Вадик еще несколько раз щелкнул затвором фотоаппарата, вынул кассету с отснятой пленкой и произнес:

Вот и все.

Дина с облегчением вздохнула и села на кровать.

Вы устали, принцесса? Позвольте мне за вами поухаживать. — Александр Венедиктович осторожно снял с головы Дины диадему и собственноручно положил ее в коробку. — Спасибо вам, мои юные друзья! Вадим, могу я поинтересоваться, когда будут готовы фотоснимки? — спросил он таким тоном, словно это его действительно интересовало.

Завтра.

Прекрасно! — Никольский достал из кармана своего пиджака бумажник, отсчитал несколько купюр и передал их Вадику со словами: — Как и договаривались, это вторая часть. — Потом он отсчитал еще несколько купюр и протянул их Дине: — А это вам, юная принцесса.

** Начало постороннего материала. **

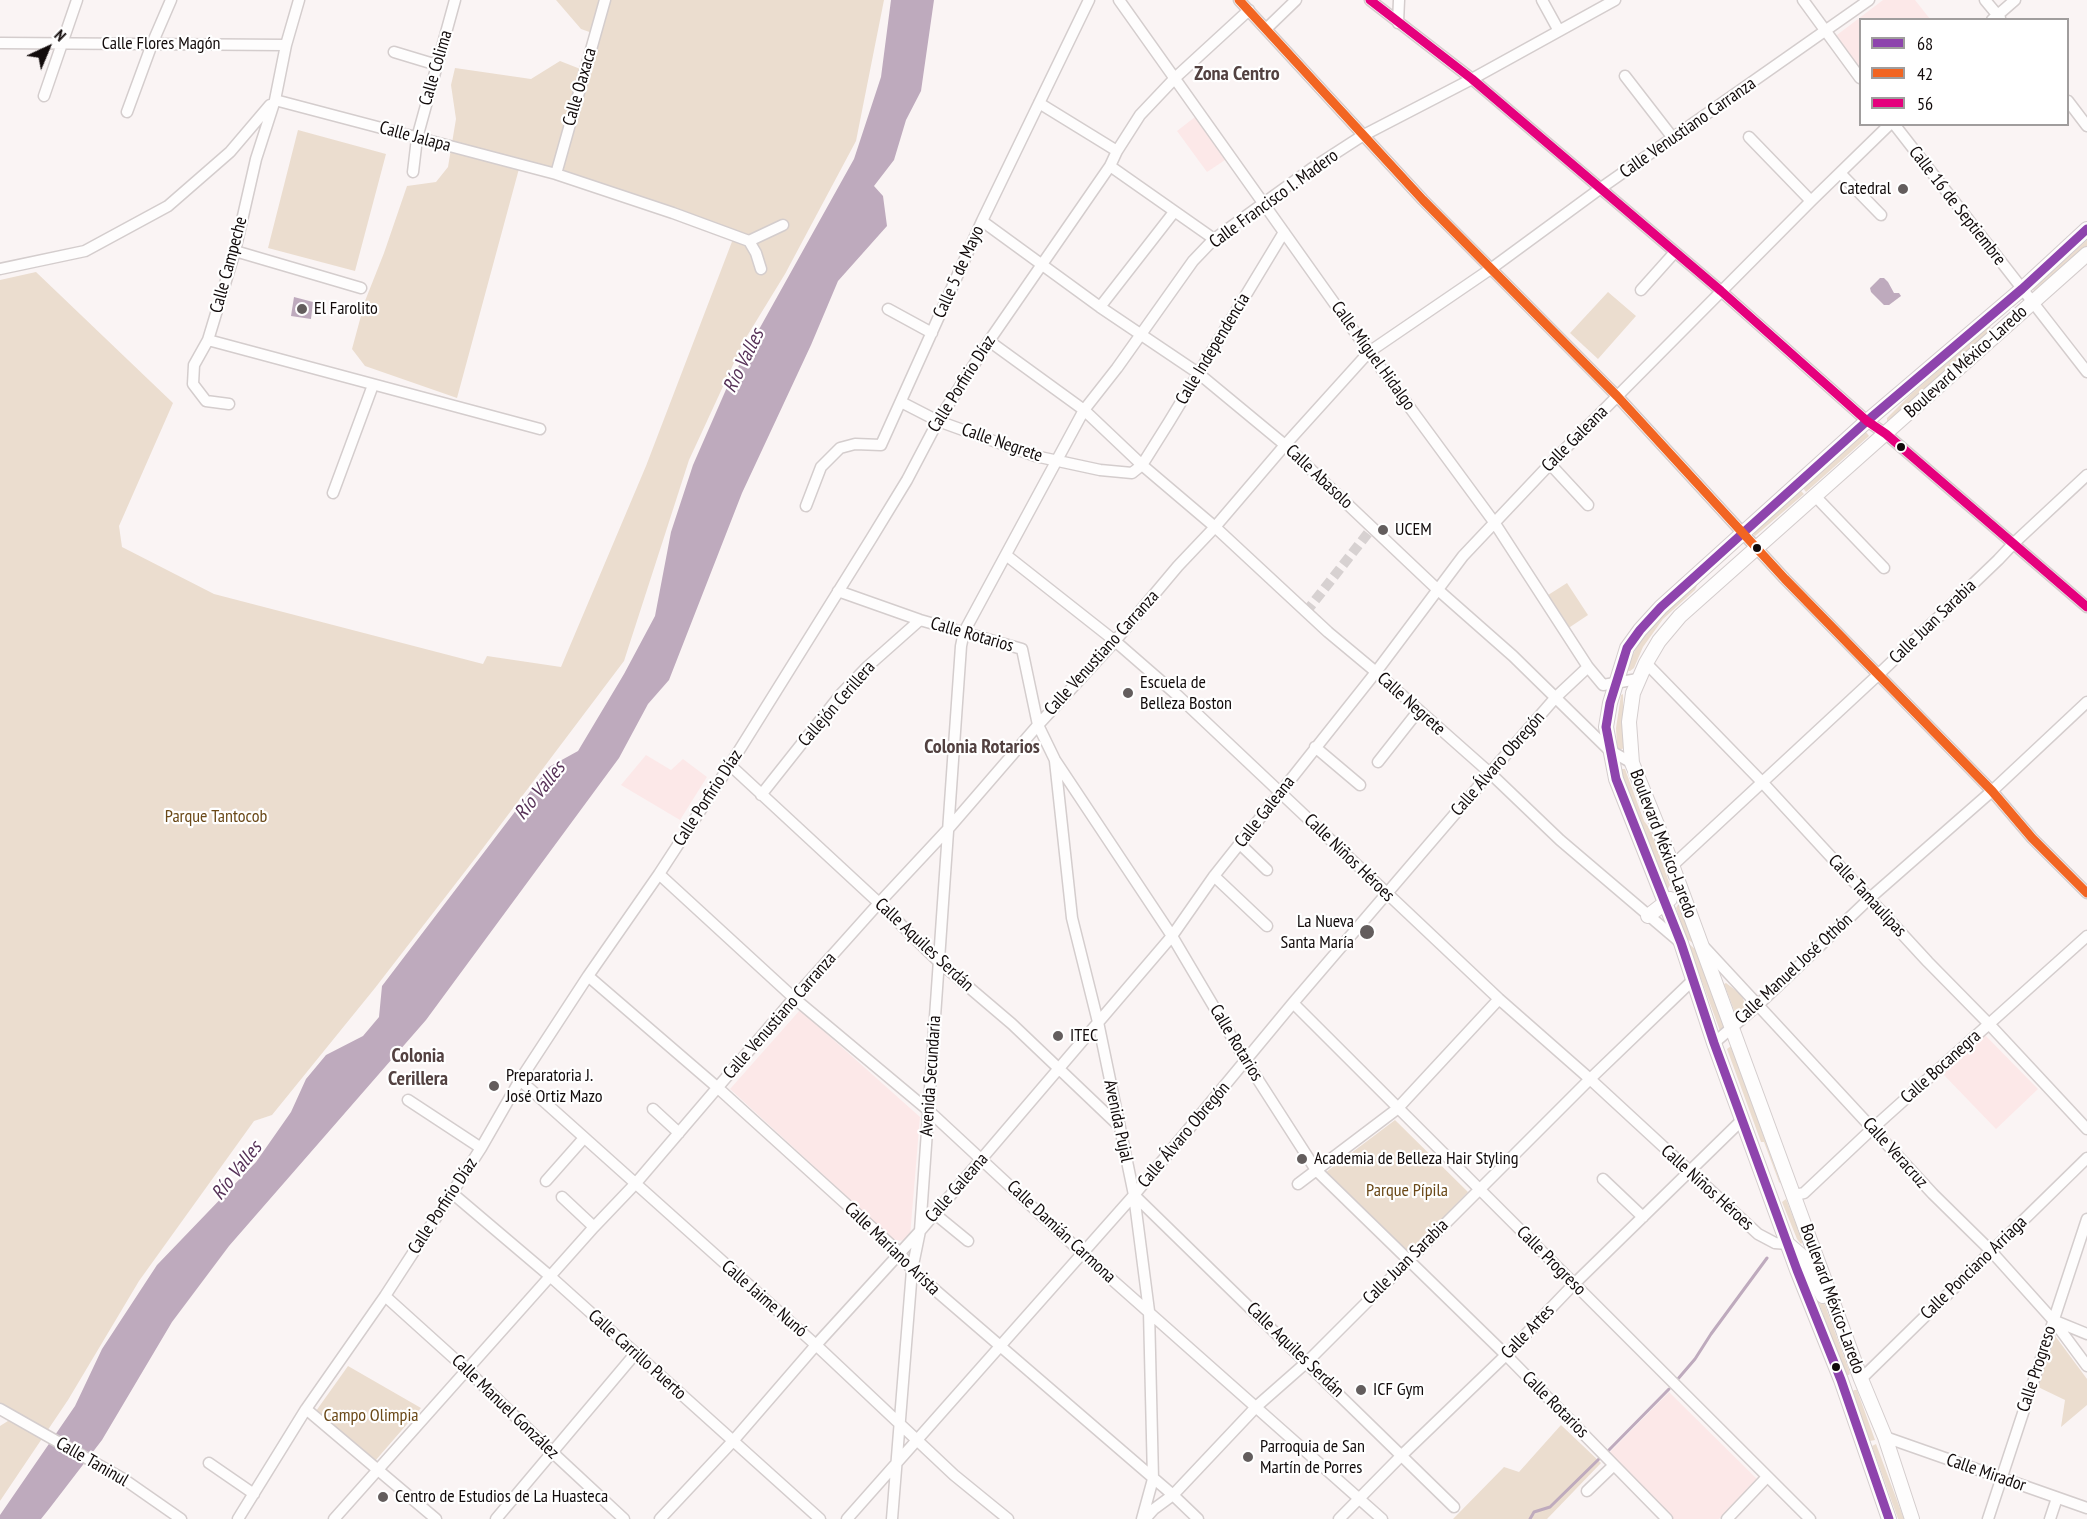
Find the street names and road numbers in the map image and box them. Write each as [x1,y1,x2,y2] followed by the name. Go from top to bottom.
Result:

Не надо, вы что?! — нахмурилась Дина, убирая в свою сумочку коробку с диадемой.

Никольский посмотрел на Вадика и развел руками.

Это работа, — объяснил его жест Вадик и пересказал Дине слова Александра Венедиктовича: — Всякая работа должна оплачиваться, иначе это не работа, а игра, а мы тут не играем, а работаем, понятно?

Пожав плечами, Дина взяла деньги и положила их в свою сумочку рядом с коробкой с фальшивой диадемой.

— Итак, я позвоню вам завтра. Надеюсь, снимки будут готовы? — спросил Никольский у Вадика.

Ситников заверил его, что все будет сделано в срок.

Проводив «юных друзей», Александр Венедиктович опустился на колени перед кроватью, пошарил под ней рукой и достал настоящую диадему. Его нисколько не встревожило то, что на диадеме была выгравирована дарственная надпись. Он добился того, чего хотел: подлинная диадема в его руках, а остальное — дело техники.

Вынув из кармана трубку сотового телефона, он вызвал машину с грузчиками. Эта машина стояла за углом дома, в котором только что закончилась фотосъемка, а грузчики, не подозревая ничего плохого, все это время ждали приказания погрузить мебель в машину и отвезти ее обратно в магазин «АНТИК».

В поисках бриллиантовой диадемы - doc2fb_image_0200000D.jpg
В поисках бриллиантовой диадемы - doc2fb_image_0200000E.jpg

Глава VII СКОРОСТЬ — ЭТО ДРАЙВ!

Попрощавшись с Никольским, Дина поехала домой, ей надо было положить диадему в сейф, а Вадик пошел на Арбат, чтобы купить родителям подарки со своего первого заработка.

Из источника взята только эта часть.